Evidence of meeting #48 for Finance in the 42nd Parliament, 1st Session. (The original version is on Parliament’s site, as are the minutes.) The winning word was impact.

A video is available from Parliament.

On the agenda

MPs speaking

Also speaking

Stephen S. Poloz  Governor, Bank of Canada
Carolyn Wilkins  Senior Deputy Governor, Bank of Canada
Jean-Denis Fréchette  Parliamentary Budget Officer, Library of Parliament
Mostafa Askari  Assistant Parliamentary Budget Officer, Office of the Parliamentary Budget Officer, Library of Parliament
Chris Matier  Senior Director, Economic and Fiscal Analysis and Forecasting, Office of the Parliamentary Budget Officer, Library of Parliament
Jason Jacques  Director, Economic and Fiscal Analysis, Office of the Parliamentary Budget Officer, Library of Parliament
Tim Scholz  Economic Advisor, Analyst, Office of the Parliamentary Budget Officer, Library of Parliament
Trevor Shaw  Financial Analyst, Office of the Parliamentary Budget Officer, Library of Parliament

3:30 p.m.

Liberal

The Chair Liberal Wayne Easter

I'll call the meeting to order.

I have a quick question before we start.

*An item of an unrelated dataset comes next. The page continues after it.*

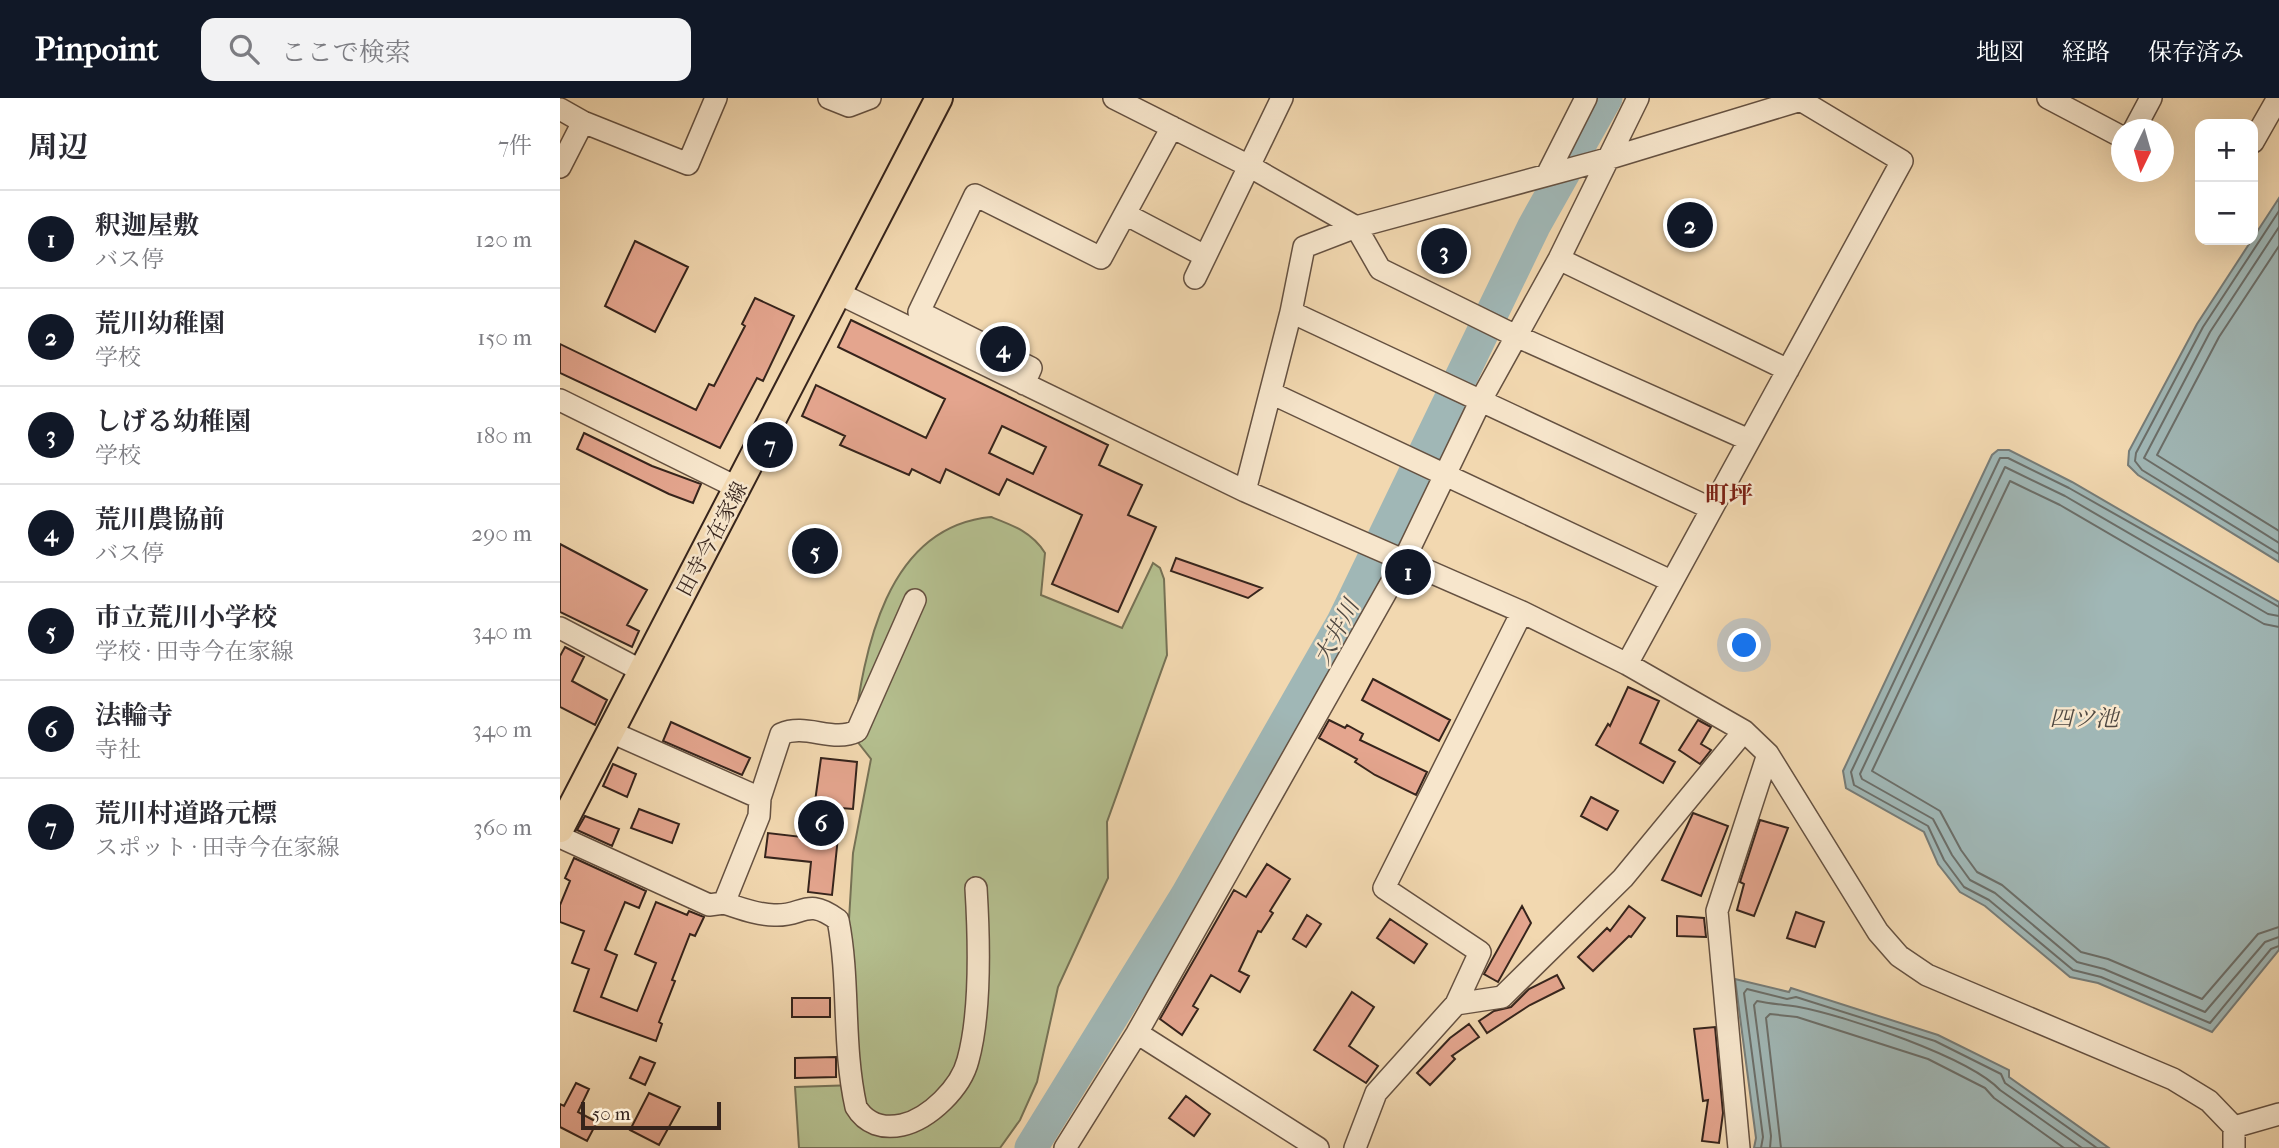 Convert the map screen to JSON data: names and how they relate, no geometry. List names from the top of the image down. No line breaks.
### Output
{"streets":{"main road":["田寺今在家線"]},"districts":["町坪"],"water":["大井川","四ツ池"],"scale_bar":"50 m","north":"bottom","page":{"header":"Pinpoint","search":"ここで検索","nav":["地図","経路","保存済み"],"heading":["周辺","7件"],"map_buttons":["+","−"],"list":[{"mark":"1","name":"釈迦屋敷","note":"バス停","value":"120 m"},{"mark":"2","name":"荒川幼稚園","note":"学校","value":"150 m"},{"mark":"3","name":"しげる幼稚園","note":"学校","value":"180 m"},{"mark":"4","name":"荒川農協前","note":"バス停","value":"290 m"},{"mark":"5","name":"市立荒川小学校","note":"学校 · 田寺今在家線","value":"340 m"},{"mark":"6","name":"法輪寺","note":"寺社","value":"340 m"},{"mark":"7","name":"荒川村道路元標","note":"スポット · 田寺今在家線","value":"360 m"}],"pins":["2","3","4","7","5","1","6"],"scale":"50 m"}} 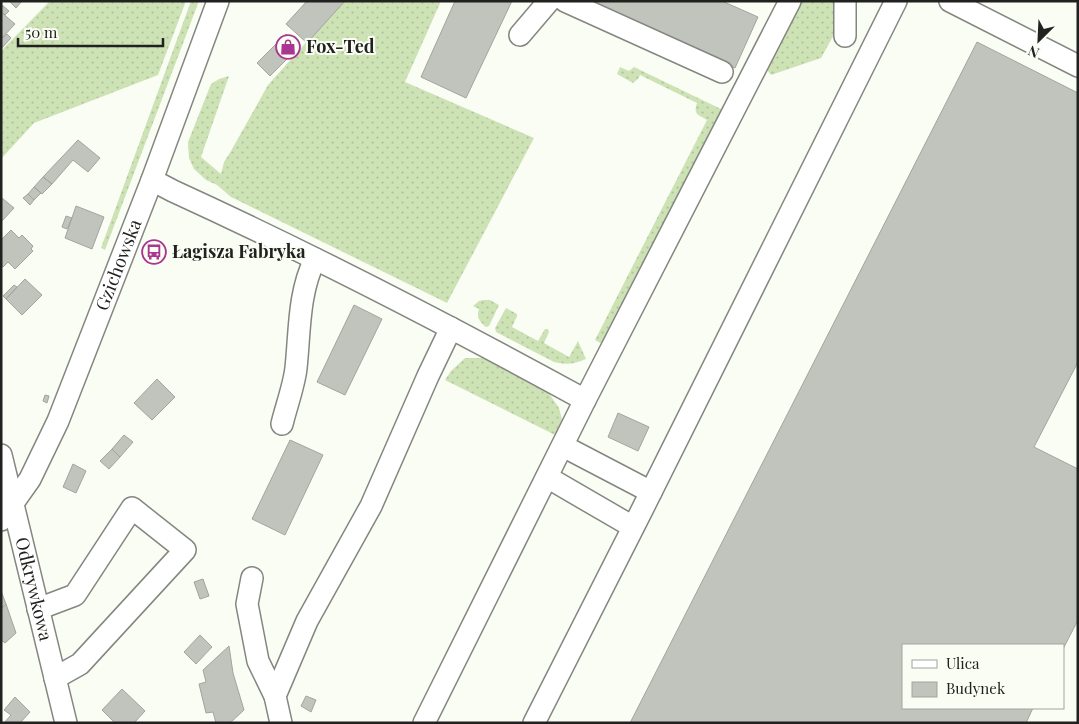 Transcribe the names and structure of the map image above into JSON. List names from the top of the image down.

On Wednesday, we have votes at six o'clock. We're in the Wellington Building, and we have 16 witnesses, which normally takes three hours. We really don't want to leave them sitting idle while we come up and do five or six votes.

Are we willing to tighten the panels up to about an hour and seven minutes per panel, which would mean we could get out of there at 5:45 p.m.? We could go to five questions, two from the Liberals, two from the Conservatives, one from the NDP, which would be about five minutes for questions.

Are people okay with that, so that we can give them notice now? Part of the problem is the second panel comprises two separate video conferences, so we need to line this up.

Are we okay with that? Agreed. The clerk will inform the witnesses. Thank you all.

Turning to the business at hand, pursuant to Standing Order 108(2), we are studying the report of the Bank of Canada on monetary policy. We are most fortunate to have Bank of Canada Governor Stephen S. Poloz, and Carolyn Wilkins, senior deputy governor.

I believe you have a presentation to start. Welcome.

3:30 p.m.

Stephen S. Poloz Governor, Bank of Canada

Thank you and good afternoon, Mr. Chairman and committee members. Senior deputy governor Wilkins and I are happy to be here before you today.

It is our normal practice to appear before this committee twice a year to discuss the bank's monetary policy report. We published our latest MPR last week, and we're happy to answer questions about it and other economic topics.

However, I suspect you may also want to ask about the agreement with the federal government that was announced this morning, which renews our inflation control framework for another five years. Before we respond to questions, allow me to say just a few words on both topics, beginning with the MPR.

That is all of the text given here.